Chine Trois ans de prison pour le neveu d'un avocat en exil

3 décembre 2012
Chen Kegui, neveu de l’avocat aveugle en exil Chen Guangcheng, aurait été condamné à une peine de trois ans et trois mois de prison par un tribunal de Shangdong, dans l’est de la Chine.

Chen Kegui a comparu pour «blessures volontaires», une infraction passible de moins de trois ans de prison, ou de trois à 10 ans dans les cas les plus graves.

Chen Kegui avait été interpellé le 30 avril 2012, après avoir pris la fuite, craignant pour sa sécurité, lors d’une violente descente effectuée par les autorités locales au domicile de ses parents, le 26 avril 2012.

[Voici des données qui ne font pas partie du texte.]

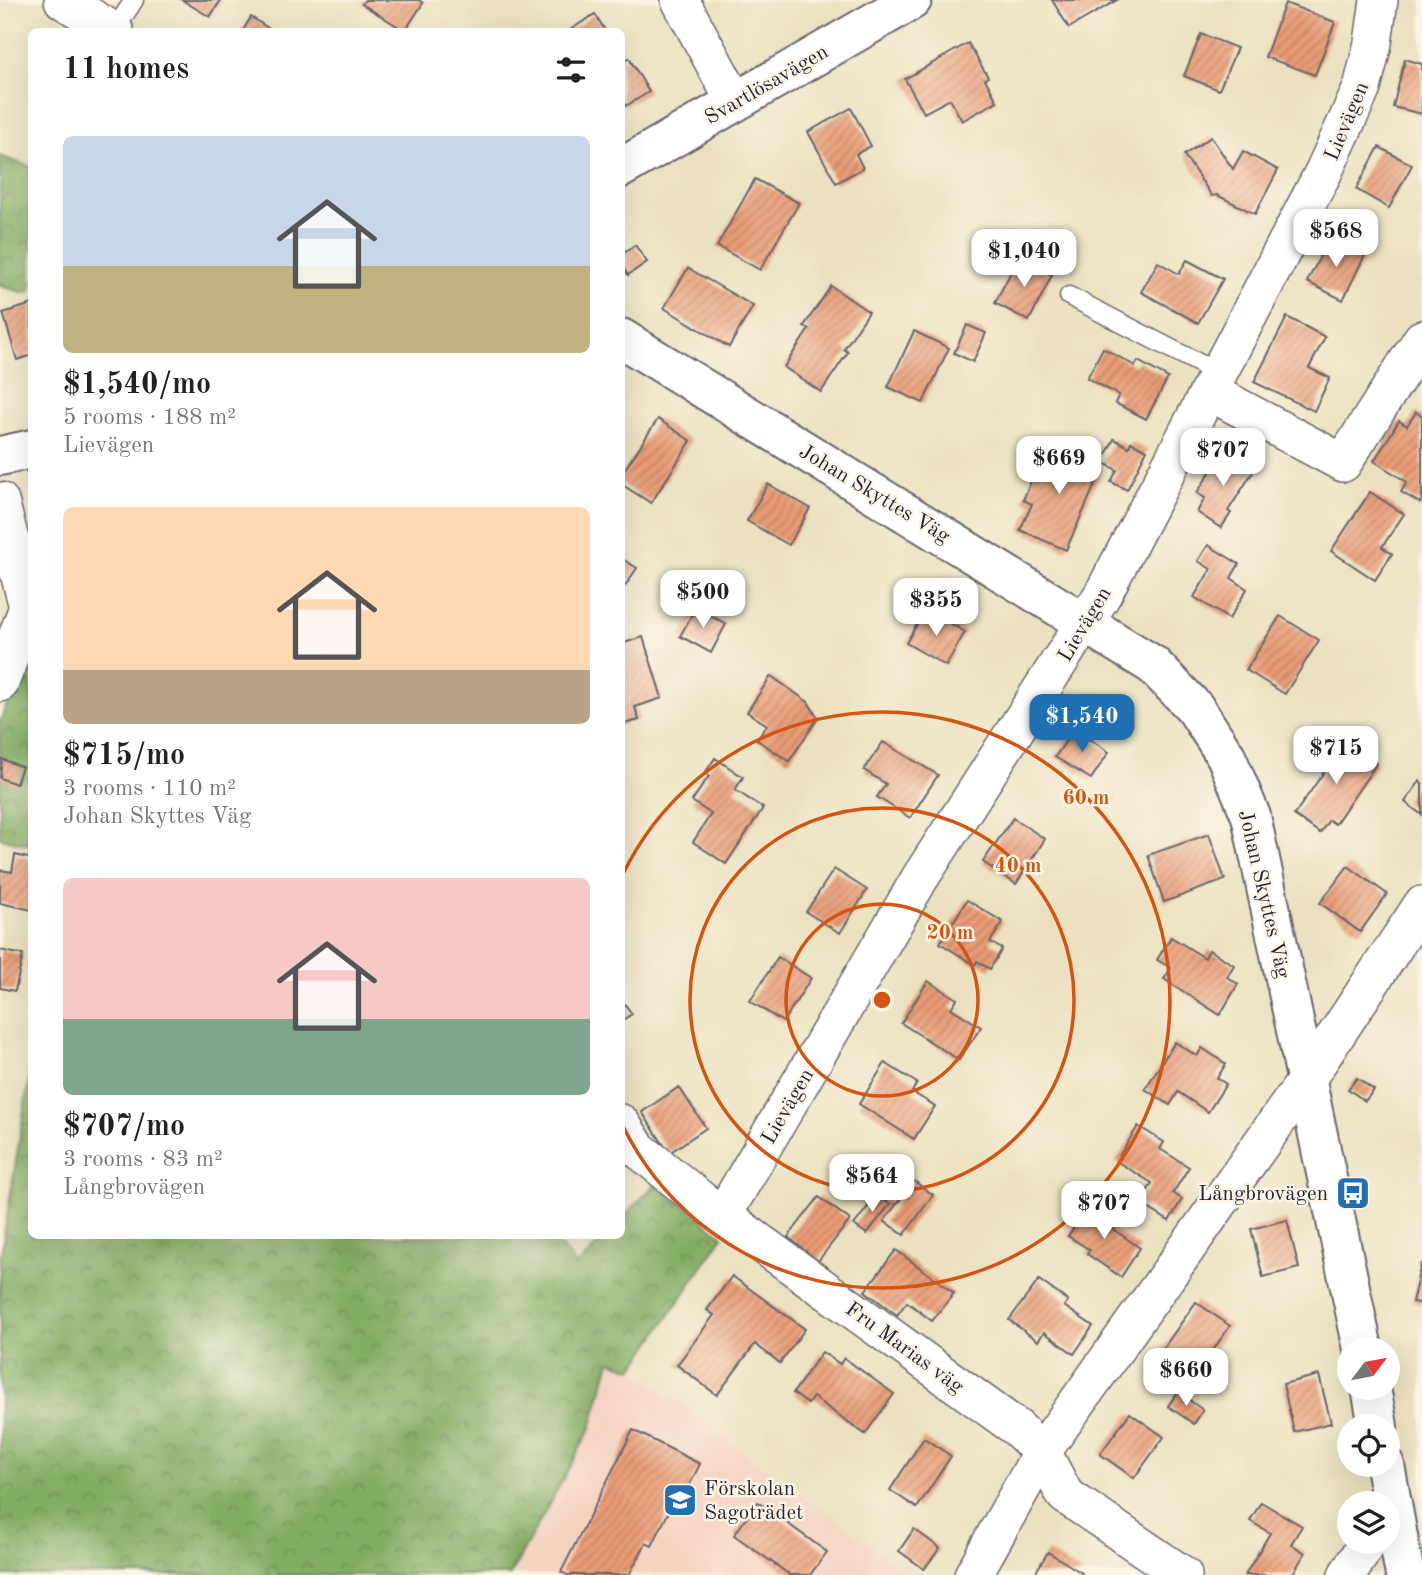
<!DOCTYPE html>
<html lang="en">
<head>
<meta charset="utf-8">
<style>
	body { margin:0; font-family:"Old Standard TT",serif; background:#f6f6f6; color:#202124; height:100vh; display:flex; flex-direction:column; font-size:26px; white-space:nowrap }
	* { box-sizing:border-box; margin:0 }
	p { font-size:23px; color:#757577 }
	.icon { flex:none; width:38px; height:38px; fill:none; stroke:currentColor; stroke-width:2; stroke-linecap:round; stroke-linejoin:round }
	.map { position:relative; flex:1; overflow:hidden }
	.side { position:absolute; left:28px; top:28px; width:597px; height:1211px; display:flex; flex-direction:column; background:#fff; border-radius:10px; box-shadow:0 7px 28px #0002 }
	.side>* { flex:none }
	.needle { width:46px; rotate:58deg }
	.fabs { position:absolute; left:1337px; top:1337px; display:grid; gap:14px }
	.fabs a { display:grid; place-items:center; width:63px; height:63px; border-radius:50%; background:#fff; box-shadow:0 7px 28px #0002; font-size:35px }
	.price { position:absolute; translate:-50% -60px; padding:0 16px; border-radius:14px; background:#fff; color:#222; font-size:23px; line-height:46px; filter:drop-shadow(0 2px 4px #0008) }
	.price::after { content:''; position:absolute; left:50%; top:42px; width:21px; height:16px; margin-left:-10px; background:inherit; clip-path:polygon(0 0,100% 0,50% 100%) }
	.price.active { background:#1f6fb2; color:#fff }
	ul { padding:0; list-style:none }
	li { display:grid; align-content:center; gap:14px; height:371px; padding:0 35px }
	li span { display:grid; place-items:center; height:217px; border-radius:10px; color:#555 }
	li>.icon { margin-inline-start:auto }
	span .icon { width:126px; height:126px; fill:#fffc; stroke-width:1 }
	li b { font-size:30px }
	h2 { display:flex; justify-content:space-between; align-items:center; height:84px; padding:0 35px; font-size:30px }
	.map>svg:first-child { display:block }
	.built { fill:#f5d3c1 }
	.forest { fill:url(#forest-crowns); stroke:#526850; stroke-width:2 }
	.building { fill:url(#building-hatch) }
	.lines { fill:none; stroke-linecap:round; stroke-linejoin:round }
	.lane-casing { stroke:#68656a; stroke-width:21 }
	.street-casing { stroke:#68656a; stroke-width:40 }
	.secondary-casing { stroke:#68656a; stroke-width:42 }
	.lane { stroke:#fff; stroke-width:18 }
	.street { stroke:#fff; stroke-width:37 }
	.secondary { stroke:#fff; stroke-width:38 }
	.ring { fill:none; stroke:#d45411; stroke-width:3.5 }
	.labels { text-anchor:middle; stroke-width:5; stroke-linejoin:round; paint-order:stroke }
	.street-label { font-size:21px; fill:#22223b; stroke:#fcf5e5 }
	.poi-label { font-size:21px; fill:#22223b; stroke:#fcf5e5; text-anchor:end }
	.centre { fill:#d45411; stroke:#fcf5e5; stroke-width:3.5 }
	.ring-label { font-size:21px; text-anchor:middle; font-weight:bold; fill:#d45411; stroke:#fcf5e5; stroke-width:5; stroke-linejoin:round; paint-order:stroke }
</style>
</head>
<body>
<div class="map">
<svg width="1422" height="1575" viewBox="0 0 1422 1575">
	<defs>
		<pattern id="forest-crowns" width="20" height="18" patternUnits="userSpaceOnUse" patternTransform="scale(1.75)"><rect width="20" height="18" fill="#83ad65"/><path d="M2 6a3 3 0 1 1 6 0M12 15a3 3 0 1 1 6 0" fill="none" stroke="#6b8c54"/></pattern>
		<pattern id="building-hatch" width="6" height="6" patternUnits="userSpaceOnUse" patternTransform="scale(1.75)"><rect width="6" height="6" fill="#e99c76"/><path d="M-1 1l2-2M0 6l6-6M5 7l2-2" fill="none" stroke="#bc7f62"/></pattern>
	</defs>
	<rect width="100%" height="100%" fill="#fcf5e5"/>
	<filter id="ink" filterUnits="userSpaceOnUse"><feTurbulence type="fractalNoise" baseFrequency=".0143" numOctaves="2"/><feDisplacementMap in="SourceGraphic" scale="14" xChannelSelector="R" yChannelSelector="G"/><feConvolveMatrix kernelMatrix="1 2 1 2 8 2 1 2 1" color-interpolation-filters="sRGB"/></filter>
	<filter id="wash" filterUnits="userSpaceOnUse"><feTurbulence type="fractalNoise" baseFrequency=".00686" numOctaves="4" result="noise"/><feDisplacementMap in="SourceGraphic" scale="28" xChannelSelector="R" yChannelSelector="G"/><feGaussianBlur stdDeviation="1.57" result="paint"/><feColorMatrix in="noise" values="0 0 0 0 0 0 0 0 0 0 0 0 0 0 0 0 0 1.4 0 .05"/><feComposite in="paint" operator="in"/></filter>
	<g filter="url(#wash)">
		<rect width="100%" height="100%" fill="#ebe1c0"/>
		<path class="built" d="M610 1361 633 1369 909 1575H514L510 1572 591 1428Z"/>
		<g class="forest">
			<path d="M0 156 31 167V291L22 292 0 286Z"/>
			<path d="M31 644V845L0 838V722Z"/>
			<path d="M31 1067 32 1236H553L577 1266 606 1236H621V1220L655 1184 723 1236 633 1369 610 1361 591 1428 510 1575H0V1260Z"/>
		</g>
		<g id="blocks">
			<g class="building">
				<path d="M182 0H221L210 17Z"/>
				<path d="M365 0H419L423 3 405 31 362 4Z"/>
				<path d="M1052 0H1117L1069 28Z"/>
				<path d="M1285 3 1335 22 1315 75 1265 57Z"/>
				<path d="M595 14 606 32H567Z"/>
				<path d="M251 17 274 32H242Z"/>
				<path d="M1201 34 1237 48 1219 90 1184 76Z"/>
				<path d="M968 43 988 77 985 79 997 101 962 121 950 99 924 113 905 79Z"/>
				<path d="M621 56 624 61 629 58 649 92 626 106 621 98Z"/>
				<path d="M1405 59 1422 64V114L1393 107Z"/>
				<path d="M851 108 871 146 856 154 863 168 836 183 808 132Z"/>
				<path d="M1211 137 1233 169 1243 151 1278 170 1255 214 1217 195 1212 196 1184 155Z"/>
				<path d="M1379 147 1412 165 1389 208 1356 189Z"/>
				<path d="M755 179 799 203 760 270 717 246Z"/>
				<path d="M1330 237 1365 255 1343 300 1307 282Z"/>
				<path d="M635 245 647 262 628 275 621 265V255Z"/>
				<path d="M1018 258 1052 275 1029 321 995 303Z"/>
				<path d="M1187 260 1223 279 1198 323 1141 292 1158 262 1179 274Z"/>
				<path d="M688 268 753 306 729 347 664 308Z"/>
				<path d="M831 286 869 312 844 349 848 352 821 392 784 367 809 329 804 326Z"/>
				<path d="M32 304V355L17 360 3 313Z"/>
				<path d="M1287 317 1325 337 1309 368 1330 378 1314 411 1254 382Z"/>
				<path d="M967 325 986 333 973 362 954 353Z"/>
				<path d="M914 331 949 348 923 403 888 387Z"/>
				<path d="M1103 348 1135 366 1138 361 1168 378 1146 419 1115 403 1119 395 1087 378Z"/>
				<path d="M1416 412 1422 416V499L1420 503 1401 492 1407 482 1374 461 1399 421 1407 426Z"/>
				<path d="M658 419 691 441 651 503 621 484V475Z"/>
				<path d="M1114 439 1129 447 1131 442 1147 450 1127 490 1111 482 1117 470 1102 462Z"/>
				<path d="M1047 444 1102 469 1066 550 1020 530 1032 504 1023 500Z"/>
				<path d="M1224 450 1254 470 1228 511 1231 513 1221 528 1197 512 1205 498 1197 493Z"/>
				<path d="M768 484 810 508 789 545 747 521Z"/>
				<path d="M1370 492 1404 514 1382 547 1392 554 1375 580 1331 551Z"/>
				<path d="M1208 545 1239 564 1231 578 1247 589 1229 619 1194 597 1211 569 1198 561Z"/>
				<path d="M621 558 637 568 621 592Z"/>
				<path d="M696 608 726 624 711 653 680 636Z"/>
				<path d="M926 609 965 632 946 666 906 643Z"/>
				<path d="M1280 616 1319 640 1285 694 1246 670Z"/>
				<path d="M643 637 662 698 635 707 639 720 621 725V644Z"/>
				<path d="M771 676 808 702 818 718 789 761 757 740 767 725 747 712Z"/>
				<path d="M1074 729 1109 752 1091 779 1055 757Z"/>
				<path d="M1341 737 1377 763 1335 824 1329 820 1320 833 1294 815 1329 765 1324 761Z"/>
				<path d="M883 742 938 775 910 818 877 797 886 784 864 770Z"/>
				<path d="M715 758 743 777 735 790 763 808 726 864 693 842 711 814 692 801 709 776 705 773Z"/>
				<path d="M2 759 22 767 16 784 0 778Z"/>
				<path d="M1420 781 1422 783V815L1405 802Z"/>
				<path d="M1013 818 1045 839 1016 884 983 862Z"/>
				<path d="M1209 834 1225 880 1164 902 1148 855Z"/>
				<path d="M15 855 32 859V910L0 903V870L12 872Z"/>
				<path d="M1348 866 1387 894 1360 932 1320 903Z"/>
				<path d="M834 869 867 890 840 933 806 912Z"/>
				<path d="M967 900 1003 922 990 942 1002 949 990 969 977 961 975 965 940 943Z"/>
				<path d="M1171 937 1205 958 1209 950 1234 965 1227 977 1238 984 1220 1015 1164 979 1171 968 1157 960Z"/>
				<path d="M0 950 23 955 15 991 0 988Z"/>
				<path d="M778 957 811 978 783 1022 750 1001Z"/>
				<path d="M928 981 957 999 951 1008 981 1027 959 1060 901 1023Z"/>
				<path d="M621 999 632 1014 621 1021Z"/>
				<path d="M1175 1042 1197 1056 1202 1048 1226 1064 1217 1078 1226 1084 1208 1112 1178 1092 1170 1105 1145 1089Z"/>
				<path d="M885 1063 917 1083 912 1092 935 1106 914 1139 859 1104Z"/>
				<path d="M1357 1078 1374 1090 1365 1101 1348 1089Z"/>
				<path d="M679 1087 706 1128 669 1153 642 1112Z"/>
				<path d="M1138 1126 1164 1142 1160 1149 1189 1167 1173 1193 1182 1199 1169 1221 1140 1203 1152 1183 1116 1161Z"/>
				<path d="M914 1181 933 1195 904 1235 884 1221Z"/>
				<path d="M877 1195 890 1204 867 1234 854 1225Z"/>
				<path d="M819 1197 850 1220 818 1261 788 1237Z"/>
				<path d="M1090 1204 1117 1222 1113 1229 1140 1248 1121 1277 1087 1254 1090 1250 1068 1236Z"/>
				<path d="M1287 1220 1299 1268 1263 1277 1251 1229Z"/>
				<path d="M896 1250 954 1293 932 1321 907 1302 897 1315 865 1291Z"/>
				<path d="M1421 1264H1422V1304L1412 1302Z"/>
				<path d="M732 1276 805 1329 780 1363 755 1344 717 1395 677 1365 714 1315 707 1310Z"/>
				<path d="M1039 1280 1068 1301 1064 1306 1093 1326 1074 1354 1044 1332 1038 1341 1009 1320Z"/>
				<path d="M1196 1302 1230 1326 1194 1377 1160 1353Z"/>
				<path d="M822 1352 840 1364 844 1358 894 1394 865 1434 813 1397 808 1404 793 1393Z"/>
				<path d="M1319 1375 1331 1423 1294 1432 1283 1384Z"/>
				<path d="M1178 1392 1203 1410 1194 1424 1168 1406Z"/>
				<path d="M1130 1413 1164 1437 1134 1478 1100 1454Z"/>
				<path d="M633 1430 700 1464 677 1510 671 1507 652 1546 646 1543 629 1575H567L561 1572Z"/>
				<path d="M924 1438 951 1456 917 1508 890 1490Z"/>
				<path d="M758 1502 827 1552 810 1575H790L734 1535Z"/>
				<path d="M1261 1502 1302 1526 1291 1544 1305 1553 1292 1575H1245L1270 1533 1250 1521Z"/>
				<path d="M914 1529 940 1548 924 1569 899 1551Z"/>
				<path d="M1048 1552 1082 1573 1081 1575H1034Z"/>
			</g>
		</g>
	</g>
	<g filter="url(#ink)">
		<use href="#blocks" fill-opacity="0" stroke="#68656a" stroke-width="2"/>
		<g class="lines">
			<g class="lane-casing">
				<g id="lane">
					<path d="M114 31 134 0"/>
					<path d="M1069 296 1218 373"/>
				</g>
			</g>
			<g class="street-casing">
				<g id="street">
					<path d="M63 0 115 32"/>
					<path d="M680 0 735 102"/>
					<path d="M1210 392 1343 463 1422 339"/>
					<path d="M0 501 28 607"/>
					<path d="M0 683 28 607"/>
					<path d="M621 1123 638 1149 701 1200 1017 1428 1042 1452 1065 1495 1183 1575"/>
					<path d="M723 1215 920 878 1103 594 1323 173 1362 88 1373 43 1379 0"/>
					<path d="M973 1575 1042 1452 1305 1082 1422 905"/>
					<path d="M1347 1575 1368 1542"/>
				</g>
			</g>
			<g class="secondary-casing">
				<g id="secondary">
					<path d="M621 168 912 0"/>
					<path d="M621 338 1153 665 1195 708 1226 756 1251 816 1363 1349"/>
					<path d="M0 456 32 449"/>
					<path d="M1371 1388 1378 1426"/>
					<path d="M1385 1465 1405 1575"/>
				</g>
			</g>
			<use href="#lane" class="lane"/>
			<use href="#street" class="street"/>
			<use href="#secondary" class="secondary"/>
		</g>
	</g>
	<g class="ring">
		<circle cx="882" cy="1000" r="96"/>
		<circle cx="882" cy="1000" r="192"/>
		<path d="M622 876A288 288 0 1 1 622 1124"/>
	</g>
	<defs>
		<g id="bus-square" transform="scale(1.75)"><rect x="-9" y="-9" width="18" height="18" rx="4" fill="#1f6fb2" stroke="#fcf5e5"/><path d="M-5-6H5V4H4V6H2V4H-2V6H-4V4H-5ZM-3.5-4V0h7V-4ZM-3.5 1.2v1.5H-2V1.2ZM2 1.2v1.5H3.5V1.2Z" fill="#fff"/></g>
		<g id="school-square" transform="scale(1.75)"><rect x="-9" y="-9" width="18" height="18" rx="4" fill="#1f6fb2" stroke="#fcf5e5"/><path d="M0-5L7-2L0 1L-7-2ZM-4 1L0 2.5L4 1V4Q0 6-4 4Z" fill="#fff"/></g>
	</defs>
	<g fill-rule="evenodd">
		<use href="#bus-square" x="1353" y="1193"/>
		<use href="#school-square" x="680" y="1500"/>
	</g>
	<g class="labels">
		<g class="street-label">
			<text transform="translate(766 84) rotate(-30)" y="7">Svartlösavägen</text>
			<text transform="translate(1346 121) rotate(-67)" y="7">Lievägen</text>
			<text transform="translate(875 493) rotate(31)" y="7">Johan Skyttes Väg</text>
			<text transform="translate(1084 624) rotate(-59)" y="7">Lievägen</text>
			<text transform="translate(1265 894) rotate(77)" y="7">Johan Skyttes Väg</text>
			<text transform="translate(787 1106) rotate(-60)" y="7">Lievägen</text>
			<text transform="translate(905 1347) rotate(36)" y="7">Fru Marias väg</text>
		</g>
		<g class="poi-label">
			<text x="1328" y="1200">Långbrovägen</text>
			<text x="704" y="1495" text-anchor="start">Förskolan<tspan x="704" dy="24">Sagoträdet</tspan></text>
		</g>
	</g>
	<circle cx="882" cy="1000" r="10" class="centre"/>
	<g class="ring-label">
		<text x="1086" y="804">60 m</text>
		<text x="1018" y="872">40 m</text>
		<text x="950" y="939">20 m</text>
	</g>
</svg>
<div class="fabs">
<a><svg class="needle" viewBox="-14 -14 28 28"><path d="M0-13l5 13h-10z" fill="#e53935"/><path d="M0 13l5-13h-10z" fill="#757577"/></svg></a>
<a><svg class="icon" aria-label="locate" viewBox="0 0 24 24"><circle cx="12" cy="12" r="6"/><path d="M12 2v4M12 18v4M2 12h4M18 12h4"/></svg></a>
<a><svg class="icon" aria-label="layers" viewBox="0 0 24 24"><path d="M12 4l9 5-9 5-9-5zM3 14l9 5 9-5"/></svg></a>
</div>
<b class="price" style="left:1336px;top:269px">$568</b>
<b class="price" style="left:1024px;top:289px">$1,040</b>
<b class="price" style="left:1223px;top:488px">$707</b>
<b class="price" style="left:1059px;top:496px">$669</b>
<b class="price" style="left:703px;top:630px">$500</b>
<b class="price" style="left:936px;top:638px">$355</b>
<b class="price active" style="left:1082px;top:754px">$1,540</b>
<b class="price" style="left:1336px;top:786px">$715</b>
<b class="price" style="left:872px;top:1214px">$564</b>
<b class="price" style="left:1104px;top:1241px">$707</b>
<b class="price" style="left:1186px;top:1408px">$660</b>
<section class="side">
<h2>11 homes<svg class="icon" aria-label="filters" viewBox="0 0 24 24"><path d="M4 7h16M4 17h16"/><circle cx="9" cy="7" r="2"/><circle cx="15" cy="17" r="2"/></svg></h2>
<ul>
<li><span style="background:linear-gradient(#c9d6e8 60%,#c2b280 0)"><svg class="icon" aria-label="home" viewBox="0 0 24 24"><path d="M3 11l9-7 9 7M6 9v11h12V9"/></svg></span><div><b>$1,540/mo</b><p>5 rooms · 188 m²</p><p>Lievägen</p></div></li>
<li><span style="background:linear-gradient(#ffd9b3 75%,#b9a48a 0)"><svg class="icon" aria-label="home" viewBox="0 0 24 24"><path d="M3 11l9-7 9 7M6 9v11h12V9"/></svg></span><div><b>$715/mo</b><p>3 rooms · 110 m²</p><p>Johan Skyttes Väg</p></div></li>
<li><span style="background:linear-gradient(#f6c9c9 65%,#7fa58c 0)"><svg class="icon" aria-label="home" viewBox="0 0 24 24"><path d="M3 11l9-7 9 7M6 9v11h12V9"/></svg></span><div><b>$707/mo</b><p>3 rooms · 83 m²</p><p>Långbrovägen</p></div></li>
</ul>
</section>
</div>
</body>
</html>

«Sa condamnation à la prison pour un acte que beaucoup considèrent comme de la légitime défense ressemble à s’y méprendre à des représailles pour la fuite de son oncle», a déclaré Roseann Rife, directrice d’Amnesty International pour l’Asie orientale.

Cette descente a eu lieu quelques jours seulement après que l’oncle de Chen Kegui, le défenseur des droits humains Chen Guangcheng, se soit échappé de chez lui, où il était assigné à résidence illégalement. Une vingtaine d'individus en civil ont pénétré au domicile des parents de Chen Kegui, sans présenter de pièces d'identité ni de mandat de perquisition. D'après les personnes présentes, Chen Kegui a saisi un couteau pour se défendre et a blessé plusieurs agents avant de s'enfuir. Sa famille, qui a été témoin de la scène, affirme que Chen a agi en situation de légitime défense. Le 9 mai 2012, ses proches ont été avisé qu’il avait été arrêté parce qu’il était soupçonné d'«homicide volontaire». Cependant, en octobre, lorsque la police a soumis l’affaire au ministère public, l’infraction a été requalifiée en «blessures volontaires».

Procès inéquitable

Ses proches n’ont pas eu de ses nouvelles depuis qu’il a été arrêté le 30 avril 2012, et n'ont reçu aucune information sur la manière dont il est traité ni sur son état de santé. Ils n’ont été avertis du procès que quelques heures avant son ouverture. Ils n'ont pas été appelés à témoigner ni autorisés à assister à l’audience.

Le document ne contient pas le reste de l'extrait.